### Task details
The output should consist solely of the lines running from the one that contains "2v4M12 18v4M2 12h4M18" through the end of the records below, copied exactly.

### Stored data entries
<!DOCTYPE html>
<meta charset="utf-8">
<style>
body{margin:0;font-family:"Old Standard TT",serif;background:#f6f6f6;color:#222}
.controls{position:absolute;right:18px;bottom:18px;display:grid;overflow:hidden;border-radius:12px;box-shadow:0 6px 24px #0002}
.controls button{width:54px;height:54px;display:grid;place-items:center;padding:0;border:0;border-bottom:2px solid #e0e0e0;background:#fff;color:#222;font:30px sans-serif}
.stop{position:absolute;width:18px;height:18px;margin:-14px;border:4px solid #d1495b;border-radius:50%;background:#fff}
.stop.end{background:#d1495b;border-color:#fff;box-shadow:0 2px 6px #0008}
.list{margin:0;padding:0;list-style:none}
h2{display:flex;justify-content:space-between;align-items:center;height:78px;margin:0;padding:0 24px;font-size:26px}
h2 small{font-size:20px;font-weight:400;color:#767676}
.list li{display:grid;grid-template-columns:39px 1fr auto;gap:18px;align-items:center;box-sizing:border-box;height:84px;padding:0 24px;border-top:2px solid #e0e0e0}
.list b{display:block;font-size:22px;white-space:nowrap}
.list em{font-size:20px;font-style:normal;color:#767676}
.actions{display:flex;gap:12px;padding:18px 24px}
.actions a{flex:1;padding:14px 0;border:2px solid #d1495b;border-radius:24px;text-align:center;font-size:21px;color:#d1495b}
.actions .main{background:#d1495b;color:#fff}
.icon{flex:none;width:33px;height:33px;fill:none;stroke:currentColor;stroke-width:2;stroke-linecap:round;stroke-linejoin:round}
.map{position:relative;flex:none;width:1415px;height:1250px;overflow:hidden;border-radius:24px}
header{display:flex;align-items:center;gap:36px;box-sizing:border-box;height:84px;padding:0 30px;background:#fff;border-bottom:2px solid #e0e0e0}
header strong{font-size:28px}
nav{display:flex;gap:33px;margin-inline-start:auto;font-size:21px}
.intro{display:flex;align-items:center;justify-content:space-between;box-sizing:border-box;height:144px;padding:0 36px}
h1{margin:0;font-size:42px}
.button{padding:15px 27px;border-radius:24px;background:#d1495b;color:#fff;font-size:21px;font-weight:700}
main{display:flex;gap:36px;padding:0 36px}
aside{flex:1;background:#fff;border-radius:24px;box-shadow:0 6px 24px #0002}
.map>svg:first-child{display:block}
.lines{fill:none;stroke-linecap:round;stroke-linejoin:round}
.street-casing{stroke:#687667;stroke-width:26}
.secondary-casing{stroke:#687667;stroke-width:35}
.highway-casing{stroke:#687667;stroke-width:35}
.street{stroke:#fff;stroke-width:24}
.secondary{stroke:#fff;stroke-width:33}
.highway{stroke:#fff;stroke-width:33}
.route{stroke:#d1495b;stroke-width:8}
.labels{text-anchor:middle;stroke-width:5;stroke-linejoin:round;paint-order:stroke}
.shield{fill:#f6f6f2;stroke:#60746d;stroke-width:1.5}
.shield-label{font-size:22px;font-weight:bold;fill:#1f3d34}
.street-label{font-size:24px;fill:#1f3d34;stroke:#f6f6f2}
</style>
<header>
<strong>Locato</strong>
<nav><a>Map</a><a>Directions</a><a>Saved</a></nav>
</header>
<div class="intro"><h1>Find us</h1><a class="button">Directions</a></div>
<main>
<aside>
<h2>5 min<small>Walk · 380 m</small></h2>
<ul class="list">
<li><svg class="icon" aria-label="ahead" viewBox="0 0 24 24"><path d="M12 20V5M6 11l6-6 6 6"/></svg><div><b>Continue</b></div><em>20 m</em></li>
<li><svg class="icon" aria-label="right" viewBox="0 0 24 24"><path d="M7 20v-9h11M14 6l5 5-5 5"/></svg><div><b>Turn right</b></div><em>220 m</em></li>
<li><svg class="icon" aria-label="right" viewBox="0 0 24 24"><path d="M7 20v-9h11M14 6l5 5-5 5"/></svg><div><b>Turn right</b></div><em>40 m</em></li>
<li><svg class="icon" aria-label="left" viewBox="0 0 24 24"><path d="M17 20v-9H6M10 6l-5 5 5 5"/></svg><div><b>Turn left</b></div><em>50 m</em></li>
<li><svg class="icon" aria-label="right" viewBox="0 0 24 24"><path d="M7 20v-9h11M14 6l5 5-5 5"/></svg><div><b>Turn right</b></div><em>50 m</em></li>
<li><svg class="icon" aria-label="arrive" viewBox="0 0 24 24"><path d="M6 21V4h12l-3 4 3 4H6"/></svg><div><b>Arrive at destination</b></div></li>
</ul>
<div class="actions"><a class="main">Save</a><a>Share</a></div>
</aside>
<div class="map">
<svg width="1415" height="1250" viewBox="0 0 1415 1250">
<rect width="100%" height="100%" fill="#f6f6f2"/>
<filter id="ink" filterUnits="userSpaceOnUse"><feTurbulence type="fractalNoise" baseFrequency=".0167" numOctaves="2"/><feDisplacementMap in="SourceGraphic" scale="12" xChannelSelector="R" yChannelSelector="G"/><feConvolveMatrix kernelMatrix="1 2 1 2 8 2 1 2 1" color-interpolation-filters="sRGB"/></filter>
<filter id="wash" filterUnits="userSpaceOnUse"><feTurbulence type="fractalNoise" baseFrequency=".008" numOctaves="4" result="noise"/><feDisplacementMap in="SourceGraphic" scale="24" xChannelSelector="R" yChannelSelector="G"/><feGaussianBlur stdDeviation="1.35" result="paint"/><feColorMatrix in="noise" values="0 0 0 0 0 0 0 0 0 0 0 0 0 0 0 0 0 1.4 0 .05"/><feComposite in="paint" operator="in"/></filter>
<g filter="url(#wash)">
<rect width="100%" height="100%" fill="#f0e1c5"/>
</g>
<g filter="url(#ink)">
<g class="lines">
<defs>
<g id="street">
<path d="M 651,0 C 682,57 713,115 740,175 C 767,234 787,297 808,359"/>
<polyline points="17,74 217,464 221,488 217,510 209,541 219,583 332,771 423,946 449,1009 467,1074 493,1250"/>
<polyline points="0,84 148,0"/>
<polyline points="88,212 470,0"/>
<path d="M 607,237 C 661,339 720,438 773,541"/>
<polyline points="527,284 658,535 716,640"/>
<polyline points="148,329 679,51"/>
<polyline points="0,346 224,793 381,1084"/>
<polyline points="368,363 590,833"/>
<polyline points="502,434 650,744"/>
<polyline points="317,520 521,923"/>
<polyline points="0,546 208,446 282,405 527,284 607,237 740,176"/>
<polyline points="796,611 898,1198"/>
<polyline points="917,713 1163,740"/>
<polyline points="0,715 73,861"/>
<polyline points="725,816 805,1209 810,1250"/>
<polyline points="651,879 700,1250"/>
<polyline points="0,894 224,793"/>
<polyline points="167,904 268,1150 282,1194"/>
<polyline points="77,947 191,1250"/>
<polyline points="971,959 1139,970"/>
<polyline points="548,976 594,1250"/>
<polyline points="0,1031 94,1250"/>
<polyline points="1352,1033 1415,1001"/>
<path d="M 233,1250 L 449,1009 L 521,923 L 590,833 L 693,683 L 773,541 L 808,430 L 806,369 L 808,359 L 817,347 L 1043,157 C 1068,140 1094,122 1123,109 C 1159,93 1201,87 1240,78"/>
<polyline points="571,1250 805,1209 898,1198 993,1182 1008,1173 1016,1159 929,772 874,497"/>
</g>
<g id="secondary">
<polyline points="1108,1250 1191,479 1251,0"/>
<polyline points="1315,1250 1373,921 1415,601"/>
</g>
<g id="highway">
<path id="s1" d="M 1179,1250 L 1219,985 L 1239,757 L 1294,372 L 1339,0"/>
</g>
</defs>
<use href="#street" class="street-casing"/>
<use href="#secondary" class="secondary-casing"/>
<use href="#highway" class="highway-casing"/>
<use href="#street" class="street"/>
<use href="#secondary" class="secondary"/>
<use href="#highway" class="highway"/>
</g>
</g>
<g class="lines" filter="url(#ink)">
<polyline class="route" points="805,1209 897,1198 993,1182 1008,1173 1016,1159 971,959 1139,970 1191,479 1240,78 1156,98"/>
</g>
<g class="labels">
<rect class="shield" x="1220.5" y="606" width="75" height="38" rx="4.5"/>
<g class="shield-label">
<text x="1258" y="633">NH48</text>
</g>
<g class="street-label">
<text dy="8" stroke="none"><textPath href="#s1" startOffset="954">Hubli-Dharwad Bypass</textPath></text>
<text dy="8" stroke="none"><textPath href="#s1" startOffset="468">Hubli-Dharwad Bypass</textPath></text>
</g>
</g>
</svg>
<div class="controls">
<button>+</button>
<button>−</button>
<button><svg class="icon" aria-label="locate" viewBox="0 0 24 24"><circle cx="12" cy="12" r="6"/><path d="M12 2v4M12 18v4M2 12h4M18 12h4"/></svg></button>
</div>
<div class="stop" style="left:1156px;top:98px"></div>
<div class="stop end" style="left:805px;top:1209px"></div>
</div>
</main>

### Answer section
<button><svg class="icon" aria-label="locate" viewBox="0 0 24 24"><circle cx="12" cy="12" r="6"/><path d="M12 2v4M12 18v4M2 12h4M18 12h4"/></svg></button>
</div>
<div class="stop" style="left:1156px;top:98px"></div>
<div class="stop end" style="left:805px;top:1209px"></div>
</div>
</main>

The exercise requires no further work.